Fung Wah customers actually have much to be nostalgic for and little to fear. Regulators could have shutdown Greyhound, or practically any bus company, on the same grounds they used to force Fung Wah out of business. And if saving lives is the whole idea, regulators should more logically prohibit intercity travel in passenger cars, while mandating travel in buses run by companies like Fung Wah. (The owner of Fung Wah declined to comment for this article, as did the company's longtime attorney, Michael Lam.)
The bus industry has been subject to an onslaught of new regulations in recent years—a reaction by government to a few tragic accidents that drew widespread media attention. While horrific accidents occur periodically, buses are not only orders of magnitude safer than passenger cars, they're safer than they've ever been thanks to engineering and manufacturing advances. There are about 34 fatal intercity bus accidents annually as compared to 23,000 fatal passenger car crashes. An unintended consequence of the regulatory onslaught is that higher ticket prices will lead fewer travelers to forgo their cars for the bus, making them far more likely to die on the highway. What safety-anxious parent would prefer their college offspring to catch a ride home in a car driven by a fellow student rather than take the bus?
The government initiative also fits the classic pattern in which regulation destroys politically weak businesses to the benefit of the politically strong—like Greyhound, Coach USA, and Peter Pan, which have seen their market share grow. Most of Fung Wah's employees and its owner were Chinese immigrants lacking the language skills and legal muscle required to navigate all the red tape. And Fung Wah is only the best-known victim of this onslaught. On May 31, 2012, the Federal Department of Transportation shutdown 26 bus companies in a single day, and since then it has forced an additional 15 closures. Many of those companies were owned by Chinese immigrants. The American Bus Association, a trade association that primarily represents the large corporate carriers, has cheered the government on.
Before looking at the series of vehicle inspections that led the government to shutter Fung Wah, let's first examine the company's much maligned record on the highway. I've compiled a table of every accident involving a Fung Wah bus using a federal database called the Motor Carrier Management Information System, which I've supplemented with press reports and information provided by transit agencies and police departments in New York, Massachusetts, and Connecticut.
When a bus service operates for 12 years (Fung Wah became an official bus operation in 2001) logging close to 3 million miles annually, there will inevitably be some accidents. There's no evidence that Fung Wah had an unusually high accident rate compared to other bus companies.
Contrary to the claim that the company became more dangerous in its last few years, in the three-year period from 2010-2012 the company's buses didn't have a single accident.
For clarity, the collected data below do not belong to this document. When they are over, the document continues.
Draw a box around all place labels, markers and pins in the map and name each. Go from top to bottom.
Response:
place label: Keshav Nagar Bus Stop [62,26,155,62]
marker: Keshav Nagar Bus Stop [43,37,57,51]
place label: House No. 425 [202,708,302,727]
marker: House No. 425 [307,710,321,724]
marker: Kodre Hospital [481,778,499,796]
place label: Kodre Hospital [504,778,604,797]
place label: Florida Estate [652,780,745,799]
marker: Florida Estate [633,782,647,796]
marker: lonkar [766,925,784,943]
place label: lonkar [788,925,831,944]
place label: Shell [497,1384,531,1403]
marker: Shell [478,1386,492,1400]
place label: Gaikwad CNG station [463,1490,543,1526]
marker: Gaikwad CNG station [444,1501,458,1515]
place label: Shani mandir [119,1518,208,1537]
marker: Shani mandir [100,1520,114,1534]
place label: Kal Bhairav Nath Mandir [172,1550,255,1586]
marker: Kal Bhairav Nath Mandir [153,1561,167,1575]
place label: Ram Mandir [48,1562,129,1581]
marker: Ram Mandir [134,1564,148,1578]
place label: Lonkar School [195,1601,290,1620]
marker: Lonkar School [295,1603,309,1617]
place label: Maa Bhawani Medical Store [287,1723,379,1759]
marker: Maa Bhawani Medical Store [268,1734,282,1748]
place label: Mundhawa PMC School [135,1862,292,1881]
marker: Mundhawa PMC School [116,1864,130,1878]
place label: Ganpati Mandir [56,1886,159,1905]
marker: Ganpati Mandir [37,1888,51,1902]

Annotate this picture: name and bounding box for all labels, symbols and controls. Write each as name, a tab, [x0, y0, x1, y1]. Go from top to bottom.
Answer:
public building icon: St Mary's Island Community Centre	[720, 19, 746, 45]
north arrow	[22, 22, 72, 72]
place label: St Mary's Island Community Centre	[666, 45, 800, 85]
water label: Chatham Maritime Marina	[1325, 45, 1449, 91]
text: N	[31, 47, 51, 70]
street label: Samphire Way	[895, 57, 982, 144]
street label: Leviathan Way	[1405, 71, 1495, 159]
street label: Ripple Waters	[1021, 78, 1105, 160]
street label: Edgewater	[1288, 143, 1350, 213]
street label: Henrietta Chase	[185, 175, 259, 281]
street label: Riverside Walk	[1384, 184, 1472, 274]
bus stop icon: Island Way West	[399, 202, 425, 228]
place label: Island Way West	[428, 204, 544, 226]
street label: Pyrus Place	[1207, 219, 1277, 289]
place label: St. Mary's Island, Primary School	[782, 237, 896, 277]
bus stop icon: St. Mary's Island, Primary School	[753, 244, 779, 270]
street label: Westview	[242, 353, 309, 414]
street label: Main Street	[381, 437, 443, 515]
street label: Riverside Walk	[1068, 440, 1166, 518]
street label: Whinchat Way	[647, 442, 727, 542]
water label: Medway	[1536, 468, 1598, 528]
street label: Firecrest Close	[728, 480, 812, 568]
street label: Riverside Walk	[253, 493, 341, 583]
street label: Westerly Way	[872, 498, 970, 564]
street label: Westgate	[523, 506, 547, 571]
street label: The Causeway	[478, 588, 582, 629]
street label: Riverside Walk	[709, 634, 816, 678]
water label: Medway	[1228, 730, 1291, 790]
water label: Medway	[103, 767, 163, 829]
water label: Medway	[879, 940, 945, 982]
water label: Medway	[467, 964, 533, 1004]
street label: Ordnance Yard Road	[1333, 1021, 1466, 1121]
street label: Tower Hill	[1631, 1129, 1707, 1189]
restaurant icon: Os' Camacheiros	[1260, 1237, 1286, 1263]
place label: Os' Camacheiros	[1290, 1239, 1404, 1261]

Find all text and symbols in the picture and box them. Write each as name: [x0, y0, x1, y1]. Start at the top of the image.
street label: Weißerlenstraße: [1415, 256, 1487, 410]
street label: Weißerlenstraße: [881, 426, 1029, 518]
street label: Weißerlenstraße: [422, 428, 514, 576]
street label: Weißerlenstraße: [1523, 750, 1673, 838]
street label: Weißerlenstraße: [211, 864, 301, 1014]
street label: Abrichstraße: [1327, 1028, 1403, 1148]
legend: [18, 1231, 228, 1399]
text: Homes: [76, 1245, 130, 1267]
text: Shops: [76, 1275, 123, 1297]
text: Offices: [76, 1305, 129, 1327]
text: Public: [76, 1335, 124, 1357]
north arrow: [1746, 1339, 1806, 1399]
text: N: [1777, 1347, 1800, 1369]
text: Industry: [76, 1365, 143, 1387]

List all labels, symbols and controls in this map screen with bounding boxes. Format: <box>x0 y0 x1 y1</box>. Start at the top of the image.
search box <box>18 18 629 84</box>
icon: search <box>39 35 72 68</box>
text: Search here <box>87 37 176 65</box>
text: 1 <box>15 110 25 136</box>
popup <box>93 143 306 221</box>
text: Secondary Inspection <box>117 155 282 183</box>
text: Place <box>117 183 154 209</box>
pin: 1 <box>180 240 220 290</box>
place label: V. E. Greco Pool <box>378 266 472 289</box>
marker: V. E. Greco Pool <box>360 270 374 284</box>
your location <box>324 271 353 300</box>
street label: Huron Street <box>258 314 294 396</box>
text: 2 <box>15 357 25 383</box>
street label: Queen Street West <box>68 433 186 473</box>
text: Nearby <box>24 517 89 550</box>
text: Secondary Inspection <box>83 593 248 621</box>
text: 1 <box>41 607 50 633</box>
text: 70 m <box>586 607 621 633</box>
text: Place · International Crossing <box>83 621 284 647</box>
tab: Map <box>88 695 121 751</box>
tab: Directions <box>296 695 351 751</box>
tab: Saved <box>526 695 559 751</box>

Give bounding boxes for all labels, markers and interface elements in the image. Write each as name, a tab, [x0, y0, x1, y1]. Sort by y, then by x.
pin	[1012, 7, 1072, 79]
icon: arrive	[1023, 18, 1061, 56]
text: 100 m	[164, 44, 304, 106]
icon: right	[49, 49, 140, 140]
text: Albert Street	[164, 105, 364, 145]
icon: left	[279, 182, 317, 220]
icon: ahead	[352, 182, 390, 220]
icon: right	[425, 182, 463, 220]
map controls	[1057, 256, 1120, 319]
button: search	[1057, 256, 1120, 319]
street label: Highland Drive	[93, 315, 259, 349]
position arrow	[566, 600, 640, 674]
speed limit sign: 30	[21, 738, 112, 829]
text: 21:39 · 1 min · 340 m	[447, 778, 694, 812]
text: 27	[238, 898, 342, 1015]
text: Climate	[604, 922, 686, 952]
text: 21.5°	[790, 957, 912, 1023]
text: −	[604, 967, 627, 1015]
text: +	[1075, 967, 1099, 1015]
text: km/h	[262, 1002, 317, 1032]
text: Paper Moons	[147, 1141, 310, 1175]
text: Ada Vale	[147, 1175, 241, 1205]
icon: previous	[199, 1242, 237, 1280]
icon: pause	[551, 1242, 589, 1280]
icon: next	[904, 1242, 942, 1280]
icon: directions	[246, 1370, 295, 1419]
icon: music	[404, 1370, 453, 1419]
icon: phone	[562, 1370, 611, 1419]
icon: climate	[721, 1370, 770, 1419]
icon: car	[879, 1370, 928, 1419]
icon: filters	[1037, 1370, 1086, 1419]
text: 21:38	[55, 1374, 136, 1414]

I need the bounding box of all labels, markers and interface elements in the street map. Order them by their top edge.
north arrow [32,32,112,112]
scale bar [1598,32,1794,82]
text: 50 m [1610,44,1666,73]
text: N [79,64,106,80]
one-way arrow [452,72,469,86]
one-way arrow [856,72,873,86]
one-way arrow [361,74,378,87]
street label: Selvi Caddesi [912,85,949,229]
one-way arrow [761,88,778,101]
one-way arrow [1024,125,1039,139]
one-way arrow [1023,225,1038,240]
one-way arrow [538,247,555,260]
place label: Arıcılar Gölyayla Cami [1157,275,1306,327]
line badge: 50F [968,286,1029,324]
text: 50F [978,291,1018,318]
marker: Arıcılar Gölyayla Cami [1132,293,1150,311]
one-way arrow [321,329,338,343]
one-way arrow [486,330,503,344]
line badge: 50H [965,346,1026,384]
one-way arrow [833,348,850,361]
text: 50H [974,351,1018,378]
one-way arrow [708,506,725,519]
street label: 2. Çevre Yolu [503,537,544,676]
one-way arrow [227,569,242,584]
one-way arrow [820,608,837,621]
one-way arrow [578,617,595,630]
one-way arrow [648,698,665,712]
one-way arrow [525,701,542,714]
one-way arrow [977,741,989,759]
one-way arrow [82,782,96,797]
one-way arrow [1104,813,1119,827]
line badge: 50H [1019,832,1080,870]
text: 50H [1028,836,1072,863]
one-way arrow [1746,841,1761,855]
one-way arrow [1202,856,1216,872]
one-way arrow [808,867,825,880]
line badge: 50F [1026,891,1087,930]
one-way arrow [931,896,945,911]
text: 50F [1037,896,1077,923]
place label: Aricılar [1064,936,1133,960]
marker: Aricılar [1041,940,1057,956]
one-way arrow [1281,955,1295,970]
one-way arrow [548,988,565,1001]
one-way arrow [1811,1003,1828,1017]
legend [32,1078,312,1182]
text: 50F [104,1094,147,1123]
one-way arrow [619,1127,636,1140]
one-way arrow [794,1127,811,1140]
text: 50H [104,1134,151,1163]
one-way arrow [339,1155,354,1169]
In its 12 years operating as an official bus service, the company wasn't involved in any fatal crashes—with the exception of a 2008 incident in which an out-of-control dump truck struck a parked Fung Wah bus, triggering a chain of events that led a pedestrian to have a fatal heart attack. It's hard to imagine a scenario in which a bus company could be less at fault.
There are two serious accidents in Fung Wah's history for which the company deserves blame. The first took place on August 16, 2005, when a New York-bound Fung Wah bus caught fire on I-91 near Meriden, Connecticut. All passengers evacuated before the flames spread and there were no injuries.
This incident tells us little about the overall safety of Fung Wah buses. "If your bus catches on fire, it doesn't mean it's in a state of disrepair; if you're diligent you can still catch on fire," says bus engineer Christopher Ferrone, who in 2008 was commissioned by regulators to study the causes of spontaneous bus fires.
Bus fires are a thorny problem for mechanics and engineers: There are about 160 fires annually, according to a 2012 government analysis, though the actual figure is thought to be much higher since most go unreported. Thankfully, 19 out of 20 reported bus fires don't result in injuries.
Fung Wah had one bus fire in 12 years. To demonstrate how unremarkable that is, over the past three years (the albeit much larger) Greyhound saw its buses catch fire in at least eight different cases, according to news accounts.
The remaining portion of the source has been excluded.